By "self-regulation" we mean a variety of skills and capacities for managing negative and positive emotions, impulses, and basic bodily needs. By "addiction" we mean not only addiction to drugs or substances like alcohol, marijuana, or prescription drugs, but also to behaviors like watching porn, anonymous sex, or gambling.
A particularly important self-regulation skill is resisting unhealthy or destructive impulses, including addictive ones. Also central to self-regulation are healthy habits and behaviors related to eating, sleeping and other aspects of caring for oneself on a daily basis.
However good or bad our childhoods were, we all struggle with bad habits and problem behaviors, and self-regulation difficulties either cause or worsen those habits and behaviors.
Here are the current and future subtopics of this section of Answers, followed by a general introduction to this section.

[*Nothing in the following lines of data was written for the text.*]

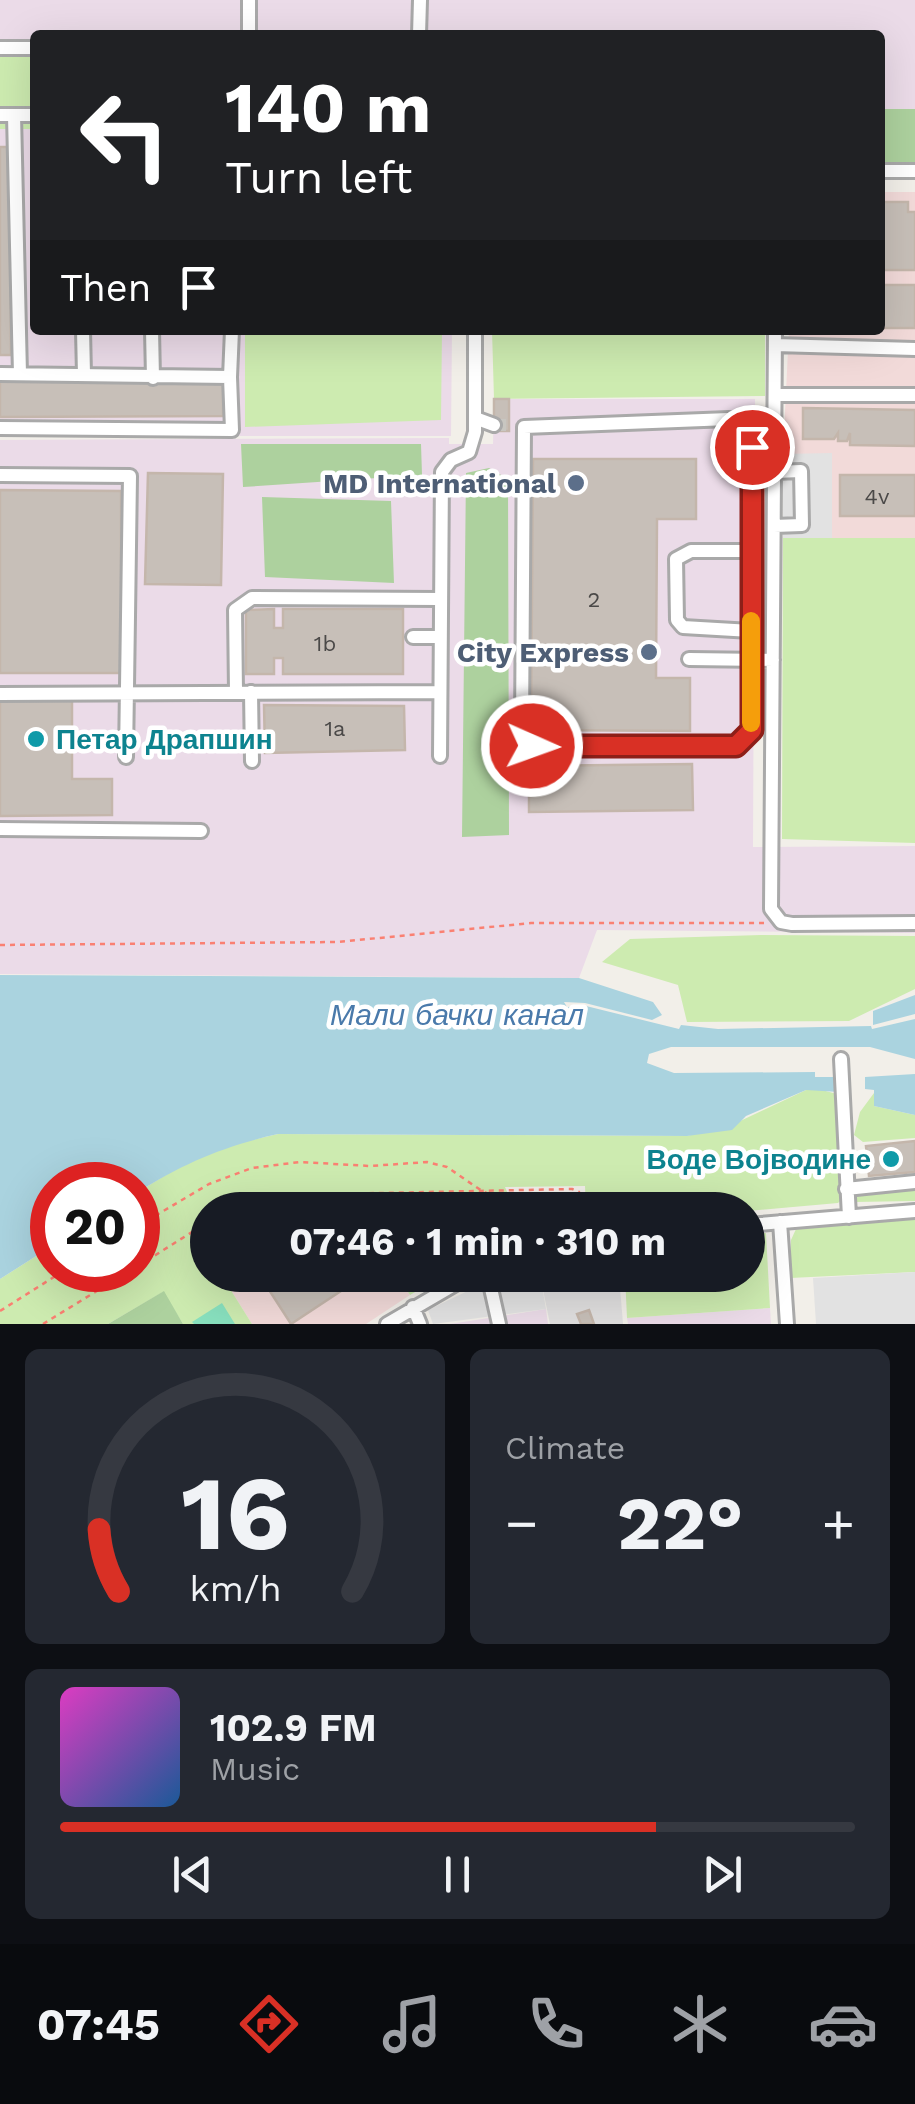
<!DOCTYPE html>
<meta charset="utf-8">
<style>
body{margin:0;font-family:"Work Sans",sans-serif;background:#242831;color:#f1f3f6;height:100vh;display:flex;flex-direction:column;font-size:38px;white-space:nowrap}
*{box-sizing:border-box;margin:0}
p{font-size:32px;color:#9ea1a6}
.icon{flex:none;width:55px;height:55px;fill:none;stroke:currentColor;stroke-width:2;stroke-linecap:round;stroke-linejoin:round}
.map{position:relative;height:1324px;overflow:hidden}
.side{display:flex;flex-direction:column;gap:25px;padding:25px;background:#0d0f14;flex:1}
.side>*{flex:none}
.top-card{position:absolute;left:30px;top:30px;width:855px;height:305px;border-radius:10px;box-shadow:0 10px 40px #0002;background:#202124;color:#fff;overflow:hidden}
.speed{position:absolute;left:30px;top:1162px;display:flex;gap:20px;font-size:50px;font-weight:700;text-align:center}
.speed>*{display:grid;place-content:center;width:130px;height:130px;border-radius:50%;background:#171b24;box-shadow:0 10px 40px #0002;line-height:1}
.speed .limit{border:15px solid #d22;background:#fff;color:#111}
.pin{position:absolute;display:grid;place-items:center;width:85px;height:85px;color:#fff;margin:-42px;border:5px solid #fff;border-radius:50%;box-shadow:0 2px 10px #0007}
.me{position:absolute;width:110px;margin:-55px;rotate:92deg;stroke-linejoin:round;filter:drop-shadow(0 0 8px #0008)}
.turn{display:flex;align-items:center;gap:35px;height:210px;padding:0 30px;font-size:45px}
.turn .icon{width:130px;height:130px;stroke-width:2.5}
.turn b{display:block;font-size:70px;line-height:85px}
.then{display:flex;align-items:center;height:95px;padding:0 30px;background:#0003;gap:20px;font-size:38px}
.big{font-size:75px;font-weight:700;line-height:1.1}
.side .widget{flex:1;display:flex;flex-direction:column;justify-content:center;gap:15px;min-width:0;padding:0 35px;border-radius:15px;background:#242831}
.side .dial{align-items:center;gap:0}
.dial svg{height:260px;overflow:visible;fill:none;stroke:#363941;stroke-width:7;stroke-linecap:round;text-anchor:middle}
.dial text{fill:#f1f3f6;stroke:none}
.song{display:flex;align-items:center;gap:30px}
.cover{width:120px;height:120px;border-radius:15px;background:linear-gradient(135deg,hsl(310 70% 55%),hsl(210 70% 35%))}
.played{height:10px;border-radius:5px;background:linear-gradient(90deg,#d93025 75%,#363941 75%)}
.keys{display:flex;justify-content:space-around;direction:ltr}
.heat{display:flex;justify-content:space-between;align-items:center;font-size:55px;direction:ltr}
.side .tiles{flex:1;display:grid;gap:25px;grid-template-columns:1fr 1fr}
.widget:last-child{grid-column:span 2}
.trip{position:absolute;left:190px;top:1192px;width:575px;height:100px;border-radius:50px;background:#171b24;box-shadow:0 10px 40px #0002;font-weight:700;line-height:100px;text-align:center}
.menu{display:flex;height:160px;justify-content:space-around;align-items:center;background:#090b0e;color:#9ea1a6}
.menu .icon{width:70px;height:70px}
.menu .selected{color:#d93025}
.menu b{font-size:45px;color:#f1f3f6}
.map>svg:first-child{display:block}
.residential{fill:#e0dfdf}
.commercial{fill:#f2dad9}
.industrial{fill:#ebdbe8}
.grass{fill:#cdebb0}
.forest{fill:#add19e}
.pitch{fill:#88e0be}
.parking{fill:#e2e2e2}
.water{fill:#aad3df}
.building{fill:#c7bfb8;stroke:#c4b6ab;stroke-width:2.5}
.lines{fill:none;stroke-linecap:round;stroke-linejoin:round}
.minor-tunnel{stroke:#c8c6c1;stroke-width:12;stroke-dasharray:12 6;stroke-linecap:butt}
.minor-casing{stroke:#a9a9a9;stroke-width:18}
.path{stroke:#fa8072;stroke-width:2.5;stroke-dasharray:5 5;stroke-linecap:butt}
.minor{stroke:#fff;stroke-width:12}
.route-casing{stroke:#8d1f18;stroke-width:25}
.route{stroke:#d93025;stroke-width:18}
.slow{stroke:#f59e0b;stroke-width:18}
.service-dot{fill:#5c6f8a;stroke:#fff;stroke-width:4}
.culture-dot{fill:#0f9aa8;stroke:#fff;stroke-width:4}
.labels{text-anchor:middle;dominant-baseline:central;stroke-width:9;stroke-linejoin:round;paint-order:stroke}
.number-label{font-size:22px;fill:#4b4948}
.service-label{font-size:28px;font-weight:bold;fill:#4e5e75;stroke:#fff;text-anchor:end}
.culture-label{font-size:28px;font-weight:bold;fill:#0d838f;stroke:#fff;text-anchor:start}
.water-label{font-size:30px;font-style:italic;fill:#4a7aab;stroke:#fff}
</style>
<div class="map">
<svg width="915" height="1324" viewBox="0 0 915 1324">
<rect width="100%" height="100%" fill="#f2efe9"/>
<path class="residential" d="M540,1275h79l4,49h-73z"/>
<path class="commercial" d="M880,192h35v346h-83v-84h-49l6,-124h91z
M232,1275h165l13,20 -44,29h-114l-20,-32z"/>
<path class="industrial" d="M0,0h915v158h-35v-123h-845v295h417l-1,106h-451z
M494,399h261l-2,448 162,-1v87l-318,-3 -18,48 -579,-4v-534l449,-2v6h44z
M770,1308l1,16h-143l-1,-6z
M546,1309l2,15h-98z"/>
<path class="grass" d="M0,55h35v74h-35z
M245,330h197l-1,90 -196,7z
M492,330h273v66l-271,3z
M783,538h132v305l-133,-4z
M761,935l154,1v53l-66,32 -162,1 -9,-37 -76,-23 28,-23z
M818,1089l19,5 4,106 -3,3 -90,8 -162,-1 -1,-24 -80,1 10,23h-307v65h24v17l20,32h-69l-20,-32 -55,32h-108v-45l52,-33v24h86v-78l49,-30 42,-17 49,-11 409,2 49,-13 70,-33z
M874,1093v13l41,9v23l-52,4 -9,-7 6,-23z
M915,1187v14l-61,1 -1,-8z
M915,1219v53l-125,6 1,-38 5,-11z
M766,1233l4,75 -143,10 -2,-43h123v-41z
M397,1275h47l-34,20z"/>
<path class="forest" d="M880,109h35v58h-35z
M241,444h180l1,31 -179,12z
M489,468l19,11 1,356 -47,2 4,-364z
M262,497l129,4 3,82 -129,-6z
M164,1291l19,33h-75z"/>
<path class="pitch" d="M222,1303l13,21h-41l-2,-2z"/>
<path class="parking" d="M832,453v85h-49v-84z
M915,1272v52h-99l-3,-46z
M501,1275h39l6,34 -113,15 -5,-14z"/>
<path class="water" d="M0,975l579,3 74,24 9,13 -10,5 -67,-17 -21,-1 3,5 19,-1 93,23 2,-4 37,4 153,-3 1,3 43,-10v40l-45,-12h-199l-22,7 -2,9 27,10 141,-1v5h23l1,15 -33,-2 -60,26 -14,14 -45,6 -409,-2c-54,12 -94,29 -140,58v-7h-86v61l-52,33z
M915,995v19l-42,11v-14z
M915,1074v41l-41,-9v-16l-9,-1v-12z"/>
<path class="building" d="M0,147h9l2,208h-11z
M880,202h28v10h7v58h-35z
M880,285h35v43h-35z
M223,378v38l-223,1v-38z
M494,399h15v32h-15z
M803,408l112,2v36l-65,-1v-12l-3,8h-9v-8l-4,6h-31z
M533,459h163v60h-39l-1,159h34v53l-159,-1z
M148,473l75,1 -2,111 -76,-1z
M840,475h75v41h-75z
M0,490l121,1v182h-121z
M274,609v19h9v-19h120v65h-120v-16h-9v16h-28v-64z
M72,699v80h40v36l-112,1v-116z
M264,705l140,1 1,44 -140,3z
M692,764l1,46 -164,2v-46z
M915,1141v31l-46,4 -3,-30z
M267,1275h94l1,2 -71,47 -29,-45z
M589,1310l5,14h-13l-4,-10z"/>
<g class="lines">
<path class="minor-tunnel" d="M494,425h15"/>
<defs>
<path id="minor" d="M249,35v-35
M419,35l1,-35
M0,48h35
M0,115h35
M14,115l6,259
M880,171h35
M83,330l1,45
M152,330l1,48
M775,330l-4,579 10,13 11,2 123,-1
M775,345l140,4
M0,374l230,3 2,-47
M775,395h140
M475,418l19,7
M729,419l14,3 9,25v283l-16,17 -205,-1 -9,-16 2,-303z
M0,428l232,2 -2,-53
M0,475l130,1 -4,281
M774,526l28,-1 -1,-54 -27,1
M751,631l-68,-4 -6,-7 -1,-61 15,-8h62
M413,637h26
M689,659l84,1
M236,692l-1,-82 17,-12 188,1
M251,692l1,69
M0,694l440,-2
M440,756l2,-284 9,-12 18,-8 6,-20v-102
M0,829l201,2
M841,1059l8,158
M846,1189l69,-7
M780,1222l7,102
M748,1225l167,-14
M488,1275l11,49
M413,1307l7,17
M387,1324l84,-49"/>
</defs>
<use href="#minor" class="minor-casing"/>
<path class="path" d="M0,945l338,-3 193,-19h233
M231,1210l51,-15 290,-6 7,3 3,18
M138,1226l71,-42 43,-16 48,-6 70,4 57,-4 20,5 35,24 44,19
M138,1266l70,-44
M0,1311l65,-41
M43,1324l88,-54"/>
<use href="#minor" class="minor"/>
</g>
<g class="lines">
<defs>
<path id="route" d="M532,746h204l16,-16v-283"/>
</defs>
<use href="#route" class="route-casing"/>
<use href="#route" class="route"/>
<path class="slow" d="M751,621v102"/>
</g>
<g class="service-dot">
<circle cx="576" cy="483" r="10"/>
<circle cx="649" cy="652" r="10"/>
</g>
<g class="culture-dot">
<circle cx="36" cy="739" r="10"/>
<circle cx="891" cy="1159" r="10"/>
</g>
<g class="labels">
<g class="number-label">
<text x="877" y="496">4v</text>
<text x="594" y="599">2</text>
<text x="325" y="643">1b</text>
<text x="335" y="728">1a</text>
</g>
<g class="service-label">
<text x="556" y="483">MD International</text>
<text x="629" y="652">City Express</text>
</g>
<g class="culture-label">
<text x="56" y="739">Петар Драпшин</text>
<text x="871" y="1159" text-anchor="end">Воде Војводине</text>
</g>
<g class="water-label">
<text x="457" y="1014">Мали бачки канал</text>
</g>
</g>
</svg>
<div class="speed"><div class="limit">20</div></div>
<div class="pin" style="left:752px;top:447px;background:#d93025"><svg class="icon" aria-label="arrive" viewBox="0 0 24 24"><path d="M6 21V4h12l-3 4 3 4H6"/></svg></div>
<svg class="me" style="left:532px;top:746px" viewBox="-20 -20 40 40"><circle r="17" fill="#d93025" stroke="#fff" stroke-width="3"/><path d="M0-11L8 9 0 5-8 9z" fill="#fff"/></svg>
<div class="trip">07:46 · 1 min · 310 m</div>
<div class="top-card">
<div class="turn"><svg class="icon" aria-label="left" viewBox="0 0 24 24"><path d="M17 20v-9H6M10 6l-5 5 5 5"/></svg><div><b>140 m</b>Turn left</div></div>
<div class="then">Then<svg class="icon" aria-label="arrive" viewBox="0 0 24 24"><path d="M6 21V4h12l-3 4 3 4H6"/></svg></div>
</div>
</div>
<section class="side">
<div class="tiles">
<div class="widget dial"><svg viewBox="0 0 100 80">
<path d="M14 69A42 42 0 1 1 86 69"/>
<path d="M14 69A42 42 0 0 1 8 50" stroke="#d93025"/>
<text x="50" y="56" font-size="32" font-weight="700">16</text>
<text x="50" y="72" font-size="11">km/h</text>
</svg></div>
<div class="widget"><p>Climate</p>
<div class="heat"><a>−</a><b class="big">22°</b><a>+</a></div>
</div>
<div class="widget">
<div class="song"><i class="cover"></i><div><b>102.9 FM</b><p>Music</p></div></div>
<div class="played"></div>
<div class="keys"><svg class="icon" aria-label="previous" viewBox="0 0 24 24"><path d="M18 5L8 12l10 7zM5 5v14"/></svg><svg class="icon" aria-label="pause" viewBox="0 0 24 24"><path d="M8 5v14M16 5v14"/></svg><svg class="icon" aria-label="next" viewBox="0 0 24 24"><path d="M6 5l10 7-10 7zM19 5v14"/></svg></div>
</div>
</div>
</section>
<nav class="menu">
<b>07:45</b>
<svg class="icon selected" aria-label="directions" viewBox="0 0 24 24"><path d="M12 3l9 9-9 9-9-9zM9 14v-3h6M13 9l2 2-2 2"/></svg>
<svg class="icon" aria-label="music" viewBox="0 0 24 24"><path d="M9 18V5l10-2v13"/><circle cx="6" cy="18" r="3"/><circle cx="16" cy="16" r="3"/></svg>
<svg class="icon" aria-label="phone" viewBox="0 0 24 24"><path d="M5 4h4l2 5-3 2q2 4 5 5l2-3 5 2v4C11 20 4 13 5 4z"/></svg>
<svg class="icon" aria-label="climate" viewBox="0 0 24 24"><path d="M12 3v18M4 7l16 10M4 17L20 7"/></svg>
<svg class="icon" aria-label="car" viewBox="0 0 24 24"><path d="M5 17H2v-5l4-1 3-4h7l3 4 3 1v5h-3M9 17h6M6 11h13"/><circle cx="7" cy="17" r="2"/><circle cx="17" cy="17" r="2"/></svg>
</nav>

Major difficulties with self-regulation are common for men with histories of unwanted or abusive sexual experiences in childhood. They play a big role in addictions and other common problems like extreme anger and aggression, or self-harming behaviors.
Attempts to
avoid and cope
that backfire |
Why? First of all, as discussed under How Unwanted or Abusive Sexual Experiences Can Cause Problems, such experiences usually cause intense negative emotions (if not right away then later), and people naturally want to avoid and escape from them. This is especially true of emotions like fear, shame and guilt – which can feel overwhelming and intolerable.
Unfortunately, the ways people go about avoiding or attempting to cope with such emotions and other stresses often end up causing new and bigger problems. Angry and aggressive behavior, getting drunk or high, compulsively using porno or having sex – these are often attempts to avoid and escape feelings of helplessness, fears of rejection, and unfulfilled wishes to be loved. They all involve problems with self-regulation.
Other problems with self-regulation and addictions are attempts to deal with feeling nothing and with a sense of being disconnected from other people (and even from life itself). Being emotionally numb in this way – already a "dysregulated" response to chronic stress or trauma – can lead to other self-regulation problems. For example, many men drink lots of alcohol as a way to connect with other people. And some men cut or burn themselves to feel, as they put it, "something, anything" – or to stop feeling "dead inside."
Finally, the effects of unwanted or abusive sexual experiences on self-regulation capacities are best understood within the bigger picture of one's life and development. Often unwanted or abusive sexual experiences happen to children and teenagers who've faced lots of other challenges and problems in their lives, especially in important relationships.
For example, maybe your parent(s) or the adults who raised you didn't help you talk about you feelings and find positive ways of dealing with their causes. Instead they may have, through the example of their own behavior, taught you to "act out" angry impulses and "block out" negative emotions with addictions and other unhealthy escapes. They may have never provided the stable home and daily routines that children need to develop healthy eating, sleeping, and other self-care habits. (See Caution: It's Not All About the Sexual Abuse.)
Self-regulation problems can have a big impact on one's current relationships, especially with important people in one's life.
A central focus
of healing,
especially in
the beginning |
These problems with self-regulation and addictions are usually a big focus in the "first stage of recovery," as described by Herman's Stages of Recovery model. It really is best to start dealing with them as early as possible because, as you know better than anyone else, they can cause so many problems and lots of suffering for you and other people in your life.
Whatever self-regulation problems you have now, and however you came to have them, it is possible to overcome them. You can learn to manage unwanted emotions and destructive impulses. You can reduce or end addictions and other bad habits. You can develop new daily habits of being mentally and physically healthy.
It takes time to make such changes in your life, and goes in stages (with some inevitable backsliding from time to time). It will probably require help from others, including a therapist or other professionals. But it is possible, and many other men have overcome huge problems with self-regulation and addictions, and gone on to achieve great success and happiness.